Material supplied:
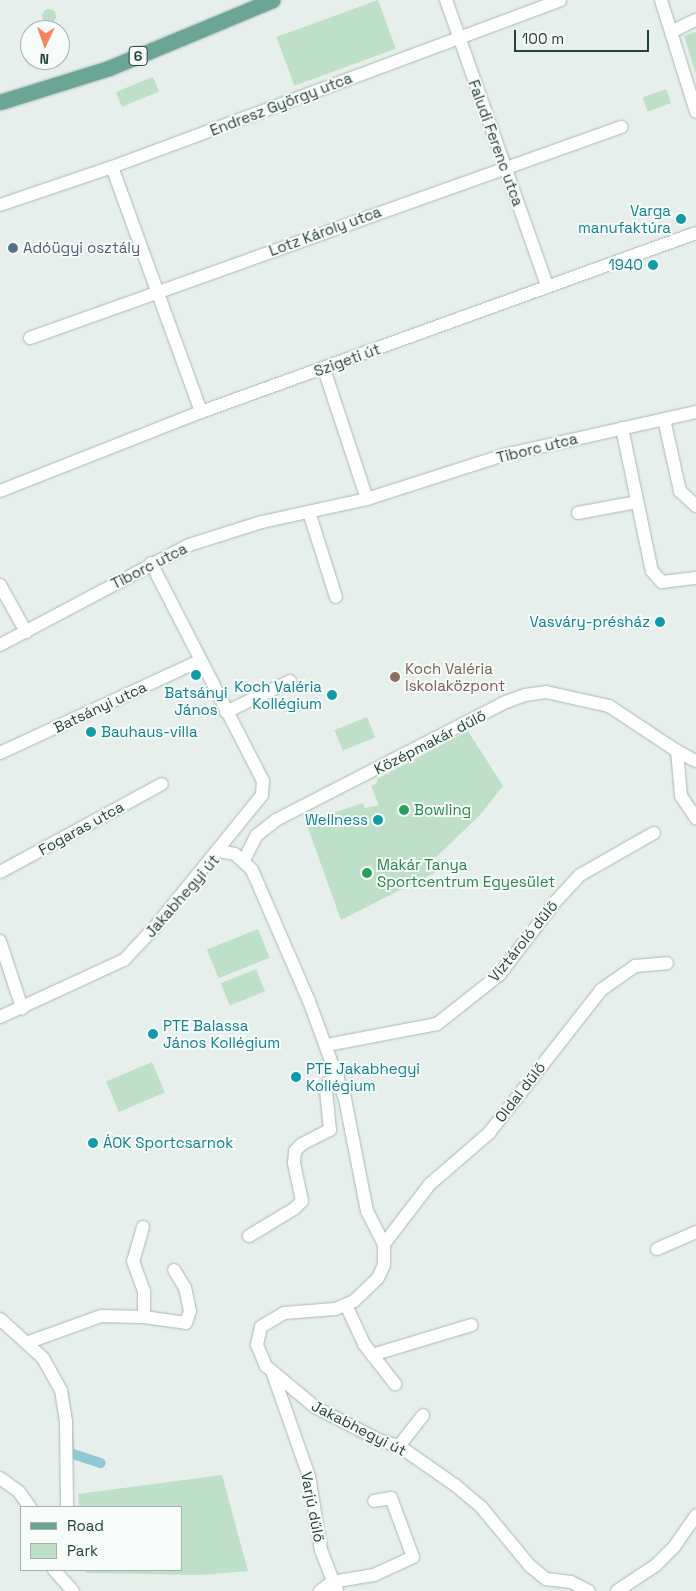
<!DOCTYPE html>
<html>
<head>
<meta charset="utf-8">
<style>
  body { margin:0 }
  #map { position:relative; width:696px; height:1591px; overflow:hidden; background:#e6efeb; font-family:"Space Grotesk",sans-serif }
  div>[style] { position:absolute }
  [style*='--x'] { left:calc(var(--x)*1px); top:calc(var(--y)*1px); width:calc(var(--w)*1px); rotate:calc(var(--a)*1deg) }
  .green>* { inset:0; background:#bfe0c8; transform-origin:0 0 }
  .round { border-radius:50% }
  .stream>* { height:2.5px; margin:-1.25px; padding:0 1.25px; transform-origin:1.25px; border-radius:1.25px; background:#8ec9d4 }
  .canal>* { height:10px; margin:-5px; padding:0 5px; transform-origin:5px; border-radius:5px; background:#8ec9d4 }
  .roads { filter:drop-shadow(0 0 1px #a8b8b2) drop-shadow(0 0 1px #a8b8b2) }
  .minor>* { height:12px; margin:-6px; padding:0 6px; transform-origin:6px; border-radius:6px; background:#fff }
  .major>* { height:15px; margin:-7.5px; padding:0 7.5px; transform-origin:7.5px; border-radius:7.5px; background:#6aa596 }
  .dots>* { width:14px; height:14px; translate:-50% -50%; box-sizing:border-box; border:2px solid #f7fbf9; border-radius:50% }
  span { translate:-50% -50%; white-space:nowrap; text-align:center; line-height:1.15; -webkit-text-stroke:4px #f7fbf9; paint-order:stroke }
  .shield-label span { padding:1px 4px; background:#f7fbf9; border:1px solid; border-radius:4px; -webkit-text-stroke-width:0 }
  .shield-label { font-size:14px; color:#24423a; font-weight:700 }
  .street-label { font-size:15px; color:#24423a }
  .culture-label { font-size:15px; color:#0d838f }
  .right { translate:-100% -50%; text-align:right }
  .left { translate:0 -50%; text-align:left }
  .service-label { font-size:15px; color:#4e5e75 }
  .education-label { font-size:15px; color:#785e54 }
  .leisure-label { font-size:15px; color:#27864d }
  .legend { position:absolute; left:20px; top:1506px; width:162px; height:65px; box-sizing:border-box; background:#f7fbf9; border:1px solid #a3b1ad; margin:0; padding:6px 9px; list-style:none; font-size:15px; color:#24423a }
  .legend li { display:flex; align-items:center; gap:10px; height:25px }
  .legend b { width:25px; border:1px solid #a3b1ad }
  .north { position:absolute; left:20px; top:20px; width:50px; height:50px; box-sizing:border-box; background:#f7fbf9; border:1px solid #a3b1ad; border-radius:50%; rotate:183deg; font-size:14px; font-weight:700; line-height:20px; text-align:center; color:#24423a }
  .north::after { content:''; display:block; margin:auto; width:18px; height:22px; background:#f4845f; clip-path:polygon(50% 0,100% 100%,50% 72%,0 100%) }
  .scale { position:absolute; left:514px; top:30px; width:135px; height:22px; box-sizing:border-box; border:2px solid #24423a; border-top:0; padding-left:6px; font-size:15px; line-height:18px; white-space:nowrap; color:#24423a; -webkit-text-stroke:4px #f7fbf9; paint-order:stroke }
</style>
</head>
<body>
<div id="map">
  <div class="green">
    <div style="left:378px;top:0;width:52px;height:108px;rotate:70deg"></div>
    <div class="round" style="left:42px;top:9px;width:14px;height:14px"></div>
    <div style="clip-path:polygon(696px 32px,696px 74px,684px 36px)"></div>
    <div style="left:153px;top:77px;width:16px;height:40px;rotate:68deg"></div>
    <div style="left:666px;top:89px;width:15px;height:25px;rotate:70deg"></div>
    <div style="left:367px;top:717px;width:22px;height:35px;rotate:68deg"></div>
    <div style="clip-path:polygon(468px 731px,503px 786px,480px 815px,431px 862px,438px 871px,341px 920px,304px 817px,313px 814px,317px 825px,323px 823px,321px 817px,363px 803px,365px 808px,379px 805px,371px 786px,377px 783px,377px 779px)"></div>
    <div style="left:258px;top:929px;width:31px;height:55px;rotate:68deg"></div>
    <div style="left:256px;top:969px;width:24px;height:38px;rotate:68deg"></div>
    <div style="left:152px;top:1062px;width:33px;height:50px;rotate:67deg"></div>
    <div style="clip-path:polygon(222px 1475px,248px 1571px,201px 1575px,86px 1573px,86px 1570px,181px 1570px,181px 1507px,79px 1507px,78px 1494px)"></div>
  </div>
  <div class="stream">
    <div style="--x:67;--y:1394;--w:60;--a:84.3"></div>
  </div>
  <div class="canal">
    <div style="--x:73;--y:1454;--w:29;--a:18"></div>
  </div>
  <div class="roads">
    <div class="minor">
      <div style="--x:446;--y:0;--w:303;--a:70.5"></div>
      <div style="--x:661;--y:0;--w:117;--a:72.6"></div>
      <div style="--x:671;--y:32;--w:28;--a:-26"></div>
      <div style="--x:112;--y:167;--w:261;--a:70"></div>
      <div style="--x:0;--y:205;--w:118;--a:-18.7"></div>
      <div style="--x:112;--y:167;--w:478;--a:-20.4"></div>
      <div style="--x:30;--y:338;--w:628;--a:-19.65"></div>
      <div style="--x:324;--y:369;--w:137;--a:71.7"></div>
      <div style="--x:664;--y:419;--w:74;--a:77.5"></div>
      <div style="--x:680;--y:491;--w:22;--a:43"></div>
      <div style="--x:622;--y:428;--w:146;--a:78.2"></div>
      <div style="--x:652;--y:571;--w:15;--a:48"></div>
      <div style="--x:662;--y:582;--w:34;--a:-7"></div>
      <div style="--x:0;--y:491;--w:216;--a:-21.5"></div>
      <div style="--x:201;--y:412;--w:526;--a:-19.88"></div>
      <div style="--x:309;--y:512;--w:89;--a:72.4"></div>
      <div style="--x:578;--y:513;--w:59;--a:-10.7"></div>
      <div style="--x:0;--y:585;--w:54;--a:61"></div>
      <div style="--x:0;--y:645;--w:214;--a:-27.9"></div>
      <div style="--x:189;--y:545;--w:77;--a:-17.5"></div>
      <div style="--x:262;--y:522;--w:107;--a:-12.4"></div>
      <div style="--x:367;--y:499;--w:144;--a:-17.8"></div>
      <div style="--x:504;--y:455;--w:197;--a:-12.6"></div>
      <div style="--x:226;--y:712;--w:71;--a:-25.8"></div>
      <div style="--x:677;--y:751;--w:21;--a:28"></div>
      <div style="--x:0;--y:753;--w:219;--a:-24.8"></div>
      <div style="--x:218;--y:851;--w:17;--a:10"></div>
      <div style="--x:235;--y:854;--w:23;--a:43"></div>
      <div style="--x:252;--y:870;--w:143;--a:66.5"></div>
      <div style="--x:309;--y:1001;--w:104;--a:69.8"></div>
      <div style="--x:345;--y:1099;--w:114;--a:78.9"></div>
      <div style="--x:367;--y:1211;--w:37;--a:63"></div>
      <div style="--x:384;--y:1244;--w:21;--a:90"></div>
      <div style="--x:384;--y:1265;--w:14;--a:115"></div>
      <div style="--x:378;--y:1278;--w:33;--a:136"></div>
      <div style="--x:354;--y:1301;--w:21;--a:157"></div>
      <div style="--x:335;--y:1309;--w:51;--a:175.5"></div>
      <div style="--x:284;--y:1313;--w:27;--a:149"></div>
      <div style="--x:261;--y:1327;--w:18;--a:103"></div>
      <div style="--x:257;--y:1345;--w:23;--a:67"></div>
      <div style="--x:266;--y:1366;--w:64;--a:39.9"></div>
      <div style="--x:315;--y:1407;--w:72;--a:27.3"></div>
      <div style="--x:379;--y:1440;--w:21;--a:17"></div>
      <div style="--x:399;--y:1446;--w:68;--a:34.9"></div>
      <div style="--x:455;--y:1485;--w:35;--a:40"></div>
      <div style="--x:482;--y:1508;--w:75;--a:50.4"></div>
      <div style="--x:530;--y:1566;--w:21;--a:39"></div>
      <div style="--x:546;--y:1579;--w:25;--a:7"></div>
      <div style="--x:571;--y:1582;--w:20;--a:27"></div>
      <div style="--x:244;--y:860;--w:28;--a:-63"></div>
      <div style="--x:257;--y:835;--w:24;--a:-38"></div>
      <div style="--x:276;--y:820;--w:259;--a:-27.2"></div>
      <div style="--x:506;--y:702;--w:20;--a:-20"></div>
      <div style="--x:525;--y:695;--w:21;--a:-8"></div>
      <div style="--x:546;--y:692;--w:65;--a:12.5"></div>
      <div style="--x:609;--y:706;--w:82;--a:33.5"></div>
      <div style="--x:677;--y:751;--w:45;--a:84.9"></div>
      <div style="--x:681;--y:796;--w:27;--a:56"></div>
      <div style="--x:0;--y:872;--w:184;--a:-28.5"></div>
      <div style="--x:0;--y:941;--w:71;--a:71.8"></div>
      <div style="--x:0;--y:1017;--w:136;--a:-24.7"></div>
      <div style="--x:124;--y:960;--w:44;--a:-46.8"></div>
      <div style="--x:154;--y:928;--w:171;--a:-50.9"></div>
      <div style="--x:262;--y:795;--w:14;--a:-86"></div>
      <div style="--x:263;--y:781;--w:245;--a:-117.2"></div>
      <div style="--x:327;--y:1045;--w:112;--a:-10.8"></div>
      <div style="--x:437;--y:1024;--w:79;--a:-38.3"></div>
      <div style="--x:499;--y:975;--w:92;--a:-52.5"></div>
      <div style="--x:555;--y:902;--w:37;--a:-47"></div>
      <div style="--x:580;--y:875;--w:85;--a:-29.6"></div>
      <div style="--x:143;--y:1227;--w:35;--a:106"></div>
      <div style="--x:133;--y:1261;--w:33;--a:70"></div>
      <div style="--x:144;--y:1292;--w:25;--a:90"></div>
      <div style="--x:249;--y:1236;--w:52;--a:-31"></div>
      <div style="--x:294;--y:1209;--w:11;--a:-45"></div>
      <div style="--x:302;--y:1201;--w:39;--a:-102"></div>
      <div style="--x:294;--y:1163;--w:12;--a:-85"></div>
      <div style="--x:295;--y:1151;--w:10;--a:-45"></div>
      <div style="--x:302;--y:1144;--w:31;--a:-27"></div>
      <div style="--x:330;--y:1130;--w:40;--a:-95.7"></div>
      <div style="--x:326;--y:1090;--w:9;--a:-69"></div>
      <div style="--x:329;--y:1082;--w:11;--a:-34"></div>
      <div style="--x:384;--y:1244;--w:76;--a:-52.5"></div>
      <div style="--x:430;--y:1184;--w:78;--a:-40.8"></div>
      <div style="--x:489;--y:1133;--w:182;--a:-51.9"></div>
      <div style="--x:601;--y:990;--w:42;--a:-35.2"></div>
      <div style="--x:635;--y:966;--w:32;--a:-5"></div>
      <div style="--x:657;--y:1249;--w:43;--a:-23.6"></div>
      <div style="--x:346;--y:1305;--w:43;--a:65.2"></div>
      <div style="--x:364;--y:1344;--w:51;--a:52.2"></div>
      <div style="--x:0;--y:1319;--w:58;--a:42.2"></div>
      <div style="--x:43;--y:1358;--w:37;--a:61"></div>
      <div style="--x:61;--y:1390;--w:32;--a:81"></div>
      <div style="--x:66;--y:1422;--w:85;--a:89.3"></div>
      <div style="--x:29;--y:1342;--w:77;--a:-19.9"></div>
      <div style="--x:101;--y:1316;--w:43;--a:1.3"></div>
      <div style="--x:144;--y:1317;--w:42;--a:8.1"></div>
      <div style="--x:186;--y:1323;--w:13;--a:-72"></div>
      <div style="--x:190;--y:1311;--w:24;--a:-102"></div>
      <div style="--x:185;--y:1288;--w:21;--a:-121"></div>
      <div style="--x:372;--y:1355;--w:104;--a:-16.7"></div>
      <div style="--x:273;--y:1374;--w:108;--a:70.6"></div>
      <div style="--x:309;--y:1476;--w:75;--a:80.8"></div>
      <div style="--x:321;--y:1550;--w:44;--a:68.7"></div>
      <div style="--x:399;--y:1446;--w:39;--a:-52"></div>
      <div style="--x:0;--y:1478;--w:24;--a:36"></div>
      <div style="--x:19;--y:1492;--w:19;--a:54"></div>
      <div style="--x:54;--y:1570;--w:28;--a:48"></div>
      <div style="--x:320;--y:1591;--w:15;--a:-37"></div>
      <div style="--x:332;--y:1582;--w:43;--a:-9.5"></div>
      <div style="--x:374;--y:1575;--w:43;--a:-24.8"></div>
      <div style="--x:413;--y:1557;--w:63;--a:-110.4"></div>
      <div style="--x:391;--y:1498;--w:17;--a:170"></div>
      <div style="--x:617;--y:1591;--w:47;--a:-33.7"></div>
      <div style="--x:656;--y:1565;--w:25;--a:-45"></div>
      <div style="--x:674;--y:1547;--w:39;--a:-55"></div>
    </div>
    <div class="major">
      <div style="--x:0;--y:102;--w:114;--a:-17.3"></div>
      <div style="--x:109;--y:68;--w:177;--a:-22.6"></div>
    </div>
  </div>
  <div class="dots">
    <div style="left:681px;top:219px;background:#0f9aa8"></div>
    <div style="left:13px;top:248px;background:#5c6f8a"></div>
    <div style="left:653px;top:265px;background:#0f9aa8"></div>
    <div style="left:660px;top:622px;background:#0f9aa8"></div>
    <div style="left:196px;top:675px;background:#0f9aa8"></div>
    <div style="left:395px;top:677px;background:#8d6e63"></div>
    <div style="left:332px;top:695px;background:#0f9aa8"></div>
    <div style="left:91px;top:732px;background:#0f9aa8"></div>
    <div style="left:404px;top:810px;background:#2e9e5b"></div>
    <div style="left:378px;top:820px;background:#0f9aa8"></div>
    <div style="left:367px;top:873px;background:#2e9e5b"></div>
    <div style="left:153px;top:1034px;background:#0f9aa8"></div>
    <div style="left:296px;top:1077px;background:#0f9aa8"></div>
    <div style="left:93px;top:1143px;background:#0f9aa8"></div>
  </div>
  <div class="shield-label">
    <span style="left:138px;top:56px">6</span>
  </div>
  <div class="street-label">
    <span style="left:281px;top:104px;rotate:-21deg">Endresz György utca</span>
    <span style="left:496px;top:143px;rotate:70deg">Faludi Ferenc utca</span>
    <span style="left:325px;top:231px;rotate:-20deg">Lotz Károly utca</span>
    <span style="left:347px;top:360px;rotate:-20deg">Szigeti út</span>
    <span style="left:537px;top:448px;rotate:-14deg">Tiborc utca</span>
    <span style="left:149px;top:566px;rotate:-27deg">Tiborc utca</span>
    <span style="left:100px;top:707px;rotate:-25deg">Batsányi utca</span>
    <span style="left:430px;top:742px;rotate:-27deg">Középmakár dűlő</span>
    <span style="left:81px;top:828px;rotate:-29deg">Fogaras utca</span>
    <span style="left:182px;top:896px;rotate:-49deg">Jakabhegyi út</span>
    <span style="left:523px;top:941px;rotate:-51deg">Víztároló dűlő</span>
    <span style="left:520px;top:1092px;rotate:-52deg">Oldal dűlő</span>
    <span style="left:359px;top:1428px;rotate:27deg">Jakabhegyi út</span>
    <span style="left:313px;top:1507px;rotate:79deg">Varjú dűlő</span>
  </div>
  <div class="culture-label">
    <span class="right" style="left:671px;top:219px">Varga<br>manufaktúra</span>
    <span class="right" style="left:643px;top:265px">1940</span>
    <span class="right" style="left:650px;top:622px">Vasváry-présház</span>
    <span class="right" style="left:322px;top:695px">Koch Valéria<br>Kollégium</span>
    <span style="left:196px;top:701px">Batsányi<br>János</span>
    <span class="left" style="left:101px;top:732px">Bauhaus-villa</span>
    <span class="right" style="left:368px;top:820px">Wellness</span>
    <span class="left" style="left:163px;top:1034px">PTE Balassa<br>János Kollégium</span>
    <span class="left" style="left:306px;top:1077px">PTE Jakabhegyi<br>Kollégium</span>
    <span class="left" style="left:103px;top:1143px">ÁOK Sportcsarnok</span>
  </div>
  <div class="service-label">
    <span class="left" style="left:23px;top:248px">Adóügyi osztály</span>
  </div>
  <div class="education-label">
    <span class="left" style="left:405px;top:677px">Koch Valéria<br>Iskolaközpont</span>
  </div>
  <div class="leisure-label">
    <span class="left" style="left:414px;top:810px">Bowling</span>
    <span class="left" style="left:377px;top:873px">Makár Tanya<br>Sportcentrum Egyesület</span>
  </div>
  <ul class="legend">
  <li><b style="height:6px;background:#6aa596"></b>Road</li>
  <li><b style="height:14px;background:#bfe0c8"></b>Park</li>
  </ul>
  <div class="north">N</div>
  <div class="scale">100 m</div>
</div>
</body>
</html>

Exercise details: Begin with the first line of the entries above and write out each line exactly, ending with the line containing "height:12px; margin:-6px; padding:0". Leave out pictures.

Result for this exercise:
<!DOCTYPE html>
<html>
<head>
<meta charset="utf-8">
<style>
  body { margin:0 }
  #map { position:relative; width:696px; height:1591px; overflow:hidden; background:#e6efeb; font-family:"Space Grotesk",sans-serif }
  div>[style] { position:absolute }
  [style*='--x'] { left:calc(var(--x)*1px); top:calc(var(--y)*1px); width:calc(var(--w)*1px); rotate:calc(var(--a)*1deg) }
  .green>* { inset:0; background:#bfe0c8; transform-origin:0 0 }
  .round { border-radius:50% }
  .stream>* { height:2.5px; margin:-1.25px; padding:0 1.25px; transform-origin:1.25px; border-radius:1.25px; background:#8ec9d4 }
  .canal>* { height:10px; margin:-5px; padding:0 5px; transform-origin:5px; border-radius:5px; background:#8ec9d4 }
  .roads { filter:drop-shadow(0 0 1px #a8b8b2) drop-shadow(0 0 1px #a8b8b2) }
  .minor>* { height:12px; margin:-6px; padding:0 6px; transform-origin:6px; border-radius:6px; background:#fff }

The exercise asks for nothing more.